¿Puede un artesano regional competir de igual a igual con una multinacional? La propuesta de reservar un 10% de los locales de los malls para emprendedores locales reabre el debate sobre el acceso al comercio, el desarrollo regional y el rol social del retail en Chile.


Mientras un artesano que trabaja la lana en La Araucanía busca un espacio para vender sus productos, una cadena internacional puede instalar una nueva sucursal con relativa facilidad. La diferencia no solo está en el tamaño del negocio, sino también en la capacidad económica para asumir los altos costos de arriendo que suelen existir en los principales centros comerciales del país.

Frente a esta realidad surge una pregunta que comienza a instalarse en el debate público: ¿debería una ley obligar a los malls a destinar un porcentaje de sus locales al comercio local bajo condiciones preferenciales?

Una de las propuestas que ha comenzado a discutirse plantea reservar un 10% de los locales para pequeños emprendedores y artesanos regionales, utilizando un sistema de arriendo indexado a las ventas reales del negocio, en lugar de un valor fijo mensual.

Un modelo pensado para reducir las barreras de entrada

Quienes respaldan esta idea sostienen que el principal obstáculo para las pequeñas empresas no es la calidad de sus productos, sino el elevado costo de ingresar a los grandes centros comerciales.
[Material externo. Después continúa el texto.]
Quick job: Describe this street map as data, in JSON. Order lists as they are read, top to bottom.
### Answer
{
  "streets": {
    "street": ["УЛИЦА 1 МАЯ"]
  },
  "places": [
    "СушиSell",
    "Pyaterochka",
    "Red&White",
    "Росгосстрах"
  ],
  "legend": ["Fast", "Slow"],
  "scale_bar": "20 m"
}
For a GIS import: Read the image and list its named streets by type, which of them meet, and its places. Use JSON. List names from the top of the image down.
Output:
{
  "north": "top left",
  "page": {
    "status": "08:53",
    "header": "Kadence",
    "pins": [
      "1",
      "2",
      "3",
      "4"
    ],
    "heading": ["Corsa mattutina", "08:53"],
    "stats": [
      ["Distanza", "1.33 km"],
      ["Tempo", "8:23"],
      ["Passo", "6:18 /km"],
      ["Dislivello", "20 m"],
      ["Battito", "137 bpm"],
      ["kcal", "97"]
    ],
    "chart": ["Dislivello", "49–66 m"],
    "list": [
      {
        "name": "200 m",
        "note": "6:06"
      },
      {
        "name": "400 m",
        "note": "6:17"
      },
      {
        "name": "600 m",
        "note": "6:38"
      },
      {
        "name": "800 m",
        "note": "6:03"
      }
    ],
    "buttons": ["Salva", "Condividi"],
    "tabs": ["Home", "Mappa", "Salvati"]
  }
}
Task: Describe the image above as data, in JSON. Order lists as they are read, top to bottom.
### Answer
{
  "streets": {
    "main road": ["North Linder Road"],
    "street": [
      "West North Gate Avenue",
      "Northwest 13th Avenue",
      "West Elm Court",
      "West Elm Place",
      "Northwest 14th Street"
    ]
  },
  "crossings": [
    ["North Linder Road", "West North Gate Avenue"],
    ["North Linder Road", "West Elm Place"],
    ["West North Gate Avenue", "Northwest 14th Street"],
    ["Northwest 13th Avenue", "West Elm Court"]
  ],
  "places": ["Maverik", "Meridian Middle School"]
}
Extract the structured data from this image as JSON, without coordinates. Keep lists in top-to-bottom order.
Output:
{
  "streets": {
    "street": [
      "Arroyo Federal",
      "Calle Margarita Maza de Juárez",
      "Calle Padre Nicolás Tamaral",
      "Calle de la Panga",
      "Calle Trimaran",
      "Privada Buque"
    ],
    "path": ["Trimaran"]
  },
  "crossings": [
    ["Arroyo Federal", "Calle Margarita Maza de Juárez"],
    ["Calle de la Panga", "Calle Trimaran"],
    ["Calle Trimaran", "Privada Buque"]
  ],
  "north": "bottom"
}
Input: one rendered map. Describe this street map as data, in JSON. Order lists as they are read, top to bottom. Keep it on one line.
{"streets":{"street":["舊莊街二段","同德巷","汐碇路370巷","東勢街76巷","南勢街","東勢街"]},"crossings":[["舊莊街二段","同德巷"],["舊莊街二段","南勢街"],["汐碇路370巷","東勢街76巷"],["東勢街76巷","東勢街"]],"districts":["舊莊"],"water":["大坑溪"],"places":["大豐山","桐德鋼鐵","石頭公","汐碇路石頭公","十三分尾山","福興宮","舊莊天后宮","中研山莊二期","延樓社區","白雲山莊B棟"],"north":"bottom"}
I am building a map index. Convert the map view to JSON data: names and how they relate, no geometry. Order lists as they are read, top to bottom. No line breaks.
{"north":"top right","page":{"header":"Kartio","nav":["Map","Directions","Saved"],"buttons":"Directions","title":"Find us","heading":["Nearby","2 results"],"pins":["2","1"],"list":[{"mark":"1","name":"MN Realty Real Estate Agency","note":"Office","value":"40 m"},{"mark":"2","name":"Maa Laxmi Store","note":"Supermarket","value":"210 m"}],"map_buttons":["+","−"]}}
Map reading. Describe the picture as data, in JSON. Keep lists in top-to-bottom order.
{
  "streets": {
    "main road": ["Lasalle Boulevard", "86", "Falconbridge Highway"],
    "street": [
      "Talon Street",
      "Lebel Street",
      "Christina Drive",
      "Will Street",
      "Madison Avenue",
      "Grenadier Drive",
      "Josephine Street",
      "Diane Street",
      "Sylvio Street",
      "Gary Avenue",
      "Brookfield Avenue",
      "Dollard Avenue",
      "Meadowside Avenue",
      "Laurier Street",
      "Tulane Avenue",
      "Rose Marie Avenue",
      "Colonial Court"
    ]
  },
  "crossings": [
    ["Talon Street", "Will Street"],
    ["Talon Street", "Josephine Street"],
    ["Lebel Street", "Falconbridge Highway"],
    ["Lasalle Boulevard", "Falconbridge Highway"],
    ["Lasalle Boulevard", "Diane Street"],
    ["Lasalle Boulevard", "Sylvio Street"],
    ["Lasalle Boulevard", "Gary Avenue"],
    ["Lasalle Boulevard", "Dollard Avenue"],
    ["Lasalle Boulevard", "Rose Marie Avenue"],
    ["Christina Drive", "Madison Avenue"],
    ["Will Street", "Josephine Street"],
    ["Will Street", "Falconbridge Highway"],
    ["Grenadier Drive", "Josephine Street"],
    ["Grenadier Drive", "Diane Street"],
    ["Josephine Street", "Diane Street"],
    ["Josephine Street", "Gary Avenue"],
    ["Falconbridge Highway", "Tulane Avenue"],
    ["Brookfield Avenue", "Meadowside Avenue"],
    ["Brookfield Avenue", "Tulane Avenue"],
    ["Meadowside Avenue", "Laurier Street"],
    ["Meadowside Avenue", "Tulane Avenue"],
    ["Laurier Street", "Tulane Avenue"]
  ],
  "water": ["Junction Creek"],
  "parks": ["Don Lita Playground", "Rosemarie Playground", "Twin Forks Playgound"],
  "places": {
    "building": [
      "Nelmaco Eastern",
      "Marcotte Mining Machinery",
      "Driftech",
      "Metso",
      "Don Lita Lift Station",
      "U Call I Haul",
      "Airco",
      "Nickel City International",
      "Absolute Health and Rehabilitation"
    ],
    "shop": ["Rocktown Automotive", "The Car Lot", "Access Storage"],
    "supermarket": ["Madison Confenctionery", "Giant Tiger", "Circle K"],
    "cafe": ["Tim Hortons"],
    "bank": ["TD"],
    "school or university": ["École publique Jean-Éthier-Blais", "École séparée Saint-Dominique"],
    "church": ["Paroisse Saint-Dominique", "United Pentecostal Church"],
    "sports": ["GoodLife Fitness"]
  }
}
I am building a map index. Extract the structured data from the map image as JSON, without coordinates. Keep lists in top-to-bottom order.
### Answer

Con un arriendo proporcional a las ventas, el riesgo financiero disminuiría considerablemente durante los meses de menor actividad, permitiendo que más emprendimientos regionales puedan acceder a espacios de alta circulación de público.

Además, una medida de este tipo podría aportar mayor identidad territorial a los centros comerciales, incorporando productos locales, artesanía, gastronomía y emprendimientos propios de cada región, en lugar de replicar exclusivamente las mismas marcas presentes en distintas ciudades del país.

Los desafíos económicos de una regulación obligatoria

No obstante, la propuesta también genera cuestionamientos desde el punto de vista económico.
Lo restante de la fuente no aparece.